Source material:

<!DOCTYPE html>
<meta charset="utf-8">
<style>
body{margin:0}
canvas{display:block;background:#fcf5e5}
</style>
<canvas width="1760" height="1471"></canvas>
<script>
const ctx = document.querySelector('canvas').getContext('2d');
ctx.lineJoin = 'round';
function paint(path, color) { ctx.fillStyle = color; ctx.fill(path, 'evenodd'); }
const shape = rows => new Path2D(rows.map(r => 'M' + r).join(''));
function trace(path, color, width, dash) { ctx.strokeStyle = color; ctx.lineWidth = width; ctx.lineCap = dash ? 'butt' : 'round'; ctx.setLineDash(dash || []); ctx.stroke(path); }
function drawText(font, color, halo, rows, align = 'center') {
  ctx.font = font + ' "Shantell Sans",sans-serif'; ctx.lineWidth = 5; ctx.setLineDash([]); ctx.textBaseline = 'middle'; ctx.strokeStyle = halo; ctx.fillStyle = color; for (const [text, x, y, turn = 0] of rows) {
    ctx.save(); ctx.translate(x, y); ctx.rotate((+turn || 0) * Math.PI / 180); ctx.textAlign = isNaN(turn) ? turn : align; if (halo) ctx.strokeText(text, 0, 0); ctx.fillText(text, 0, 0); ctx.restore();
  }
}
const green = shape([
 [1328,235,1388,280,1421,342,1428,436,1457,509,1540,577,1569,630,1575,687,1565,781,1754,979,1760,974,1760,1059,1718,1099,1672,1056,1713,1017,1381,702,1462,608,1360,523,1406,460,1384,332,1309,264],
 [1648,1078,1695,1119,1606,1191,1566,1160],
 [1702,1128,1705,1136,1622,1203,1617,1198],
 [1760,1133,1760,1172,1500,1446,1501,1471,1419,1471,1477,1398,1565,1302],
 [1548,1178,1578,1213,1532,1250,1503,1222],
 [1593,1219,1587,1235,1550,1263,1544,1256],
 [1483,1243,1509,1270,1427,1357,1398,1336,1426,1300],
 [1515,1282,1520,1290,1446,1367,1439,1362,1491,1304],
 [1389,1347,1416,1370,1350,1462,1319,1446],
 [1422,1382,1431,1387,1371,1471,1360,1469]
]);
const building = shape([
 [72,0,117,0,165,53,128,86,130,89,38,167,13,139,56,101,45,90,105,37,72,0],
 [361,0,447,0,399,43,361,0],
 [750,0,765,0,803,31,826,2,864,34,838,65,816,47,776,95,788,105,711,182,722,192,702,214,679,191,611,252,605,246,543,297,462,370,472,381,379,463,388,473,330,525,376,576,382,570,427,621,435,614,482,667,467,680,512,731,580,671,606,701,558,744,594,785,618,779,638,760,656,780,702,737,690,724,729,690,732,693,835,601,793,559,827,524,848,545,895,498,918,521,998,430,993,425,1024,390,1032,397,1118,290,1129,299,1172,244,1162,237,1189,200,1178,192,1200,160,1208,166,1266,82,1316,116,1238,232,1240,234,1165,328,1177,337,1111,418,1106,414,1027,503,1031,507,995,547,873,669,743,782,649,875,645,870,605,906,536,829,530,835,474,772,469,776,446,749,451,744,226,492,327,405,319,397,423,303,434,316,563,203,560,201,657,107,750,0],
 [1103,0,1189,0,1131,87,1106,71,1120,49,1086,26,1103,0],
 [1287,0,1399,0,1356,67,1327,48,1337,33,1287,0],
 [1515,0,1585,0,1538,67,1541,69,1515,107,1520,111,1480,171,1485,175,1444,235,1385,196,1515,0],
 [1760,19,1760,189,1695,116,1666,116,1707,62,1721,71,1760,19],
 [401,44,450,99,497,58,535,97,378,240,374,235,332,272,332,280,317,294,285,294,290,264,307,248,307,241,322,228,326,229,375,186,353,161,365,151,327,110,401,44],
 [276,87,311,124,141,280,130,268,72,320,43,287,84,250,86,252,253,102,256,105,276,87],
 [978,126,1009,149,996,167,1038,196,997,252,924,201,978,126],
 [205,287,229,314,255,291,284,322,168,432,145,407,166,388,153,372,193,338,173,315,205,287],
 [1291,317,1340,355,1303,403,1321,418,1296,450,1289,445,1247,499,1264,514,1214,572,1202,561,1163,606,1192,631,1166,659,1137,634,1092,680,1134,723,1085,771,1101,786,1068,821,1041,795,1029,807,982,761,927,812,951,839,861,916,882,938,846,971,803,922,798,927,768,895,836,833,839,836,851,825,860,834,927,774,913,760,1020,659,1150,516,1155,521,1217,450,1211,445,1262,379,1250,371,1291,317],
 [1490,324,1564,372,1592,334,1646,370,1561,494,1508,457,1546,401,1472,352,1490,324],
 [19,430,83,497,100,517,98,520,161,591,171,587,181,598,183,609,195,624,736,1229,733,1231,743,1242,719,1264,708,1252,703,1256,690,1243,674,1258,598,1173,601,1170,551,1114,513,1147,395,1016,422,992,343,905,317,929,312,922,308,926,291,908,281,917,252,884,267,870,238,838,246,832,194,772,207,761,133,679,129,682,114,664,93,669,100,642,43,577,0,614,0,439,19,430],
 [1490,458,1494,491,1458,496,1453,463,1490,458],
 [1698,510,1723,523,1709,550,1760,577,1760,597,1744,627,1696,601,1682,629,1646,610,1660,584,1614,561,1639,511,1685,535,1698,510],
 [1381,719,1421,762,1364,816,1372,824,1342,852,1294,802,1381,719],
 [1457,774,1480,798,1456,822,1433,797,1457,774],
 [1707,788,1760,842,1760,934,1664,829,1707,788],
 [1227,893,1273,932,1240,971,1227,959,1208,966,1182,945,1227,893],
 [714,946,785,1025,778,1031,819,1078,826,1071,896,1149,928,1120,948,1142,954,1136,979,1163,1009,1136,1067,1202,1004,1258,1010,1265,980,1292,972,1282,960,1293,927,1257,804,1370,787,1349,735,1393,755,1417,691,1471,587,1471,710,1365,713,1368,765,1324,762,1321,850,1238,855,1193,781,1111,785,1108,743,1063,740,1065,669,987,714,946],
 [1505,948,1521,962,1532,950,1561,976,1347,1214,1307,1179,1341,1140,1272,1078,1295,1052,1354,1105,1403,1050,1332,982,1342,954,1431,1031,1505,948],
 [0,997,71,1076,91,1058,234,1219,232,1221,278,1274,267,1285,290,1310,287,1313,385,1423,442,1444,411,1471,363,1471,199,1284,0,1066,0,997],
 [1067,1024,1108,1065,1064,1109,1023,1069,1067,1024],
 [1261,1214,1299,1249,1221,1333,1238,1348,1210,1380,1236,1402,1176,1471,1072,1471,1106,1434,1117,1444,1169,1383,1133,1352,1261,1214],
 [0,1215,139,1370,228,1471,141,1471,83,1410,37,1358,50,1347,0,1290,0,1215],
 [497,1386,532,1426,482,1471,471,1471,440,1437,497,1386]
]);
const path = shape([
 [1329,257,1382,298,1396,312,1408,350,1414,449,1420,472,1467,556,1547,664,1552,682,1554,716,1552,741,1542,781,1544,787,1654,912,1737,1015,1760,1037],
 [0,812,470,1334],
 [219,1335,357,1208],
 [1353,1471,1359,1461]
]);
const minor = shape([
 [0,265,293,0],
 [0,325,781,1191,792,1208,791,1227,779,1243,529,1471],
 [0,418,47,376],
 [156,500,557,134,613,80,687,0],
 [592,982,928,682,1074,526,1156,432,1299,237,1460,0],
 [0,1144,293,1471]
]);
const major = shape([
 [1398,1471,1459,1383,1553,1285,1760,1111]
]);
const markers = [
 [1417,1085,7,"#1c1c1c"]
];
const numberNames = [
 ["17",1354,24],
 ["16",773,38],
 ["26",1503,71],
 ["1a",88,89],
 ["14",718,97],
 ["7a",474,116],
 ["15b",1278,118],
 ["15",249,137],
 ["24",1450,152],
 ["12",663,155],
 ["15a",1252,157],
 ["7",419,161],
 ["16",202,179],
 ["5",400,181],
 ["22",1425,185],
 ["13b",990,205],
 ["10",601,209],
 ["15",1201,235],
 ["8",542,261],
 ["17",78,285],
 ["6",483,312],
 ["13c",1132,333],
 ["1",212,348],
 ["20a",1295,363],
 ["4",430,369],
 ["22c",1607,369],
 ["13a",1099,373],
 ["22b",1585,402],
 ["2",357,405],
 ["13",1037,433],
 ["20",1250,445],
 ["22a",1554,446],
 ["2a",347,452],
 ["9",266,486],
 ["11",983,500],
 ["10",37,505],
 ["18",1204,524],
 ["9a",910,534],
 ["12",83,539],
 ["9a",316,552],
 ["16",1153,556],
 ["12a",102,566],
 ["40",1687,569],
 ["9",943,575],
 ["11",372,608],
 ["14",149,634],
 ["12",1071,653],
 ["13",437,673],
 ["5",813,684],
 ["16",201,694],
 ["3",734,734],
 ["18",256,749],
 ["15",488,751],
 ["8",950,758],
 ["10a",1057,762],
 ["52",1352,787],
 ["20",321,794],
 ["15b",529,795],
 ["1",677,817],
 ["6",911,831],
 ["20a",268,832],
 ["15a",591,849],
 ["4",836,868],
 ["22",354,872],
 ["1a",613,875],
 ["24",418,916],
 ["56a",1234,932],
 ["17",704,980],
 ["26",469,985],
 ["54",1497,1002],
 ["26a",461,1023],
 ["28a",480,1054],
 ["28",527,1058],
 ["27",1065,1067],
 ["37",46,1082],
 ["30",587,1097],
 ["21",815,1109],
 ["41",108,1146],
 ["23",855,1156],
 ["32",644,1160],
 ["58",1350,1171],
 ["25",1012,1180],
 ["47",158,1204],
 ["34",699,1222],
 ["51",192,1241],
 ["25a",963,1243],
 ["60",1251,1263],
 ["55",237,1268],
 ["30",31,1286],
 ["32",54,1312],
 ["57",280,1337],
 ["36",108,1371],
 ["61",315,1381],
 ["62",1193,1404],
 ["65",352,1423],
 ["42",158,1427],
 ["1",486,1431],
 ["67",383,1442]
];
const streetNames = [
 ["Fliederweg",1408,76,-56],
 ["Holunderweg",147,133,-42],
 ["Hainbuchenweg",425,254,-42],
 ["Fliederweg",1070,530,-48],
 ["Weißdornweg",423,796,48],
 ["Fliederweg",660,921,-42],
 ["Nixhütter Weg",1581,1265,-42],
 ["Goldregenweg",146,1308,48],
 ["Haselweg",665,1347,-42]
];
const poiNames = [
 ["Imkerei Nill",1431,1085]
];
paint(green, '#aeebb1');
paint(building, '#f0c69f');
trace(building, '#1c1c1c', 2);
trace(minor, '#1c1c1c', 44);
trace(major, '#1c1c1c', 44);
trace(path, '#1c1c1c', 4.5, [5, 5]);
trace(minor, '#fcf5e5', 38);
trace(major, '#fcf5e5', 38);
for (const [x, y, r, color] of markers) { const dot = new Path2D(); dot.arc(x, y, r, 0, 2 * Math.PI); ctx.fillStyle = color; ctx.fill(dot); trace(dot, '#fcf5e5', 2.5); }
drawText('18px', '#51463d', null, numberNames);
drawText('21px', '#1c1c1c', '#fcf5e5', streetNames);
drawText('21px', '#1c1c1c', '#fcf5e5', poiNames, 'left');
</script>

Task goal:
Find the word "function" in the entries above and gather every line that holds it.

Solution:
function paint(path, color) { ctx.fillStyle = color; ctx.fill(path, 'evenodd'); }
function trace(path, color, width, dash) { ctx.strokeStyle = color; ctx.lineWidth = width; ctx.lineCap = dash ? 'butt' : 'round'; ctx.setLineDash(dash || []); ctx.stroke(path); }
function drawText(font, color, halo, rows, align = 'center') {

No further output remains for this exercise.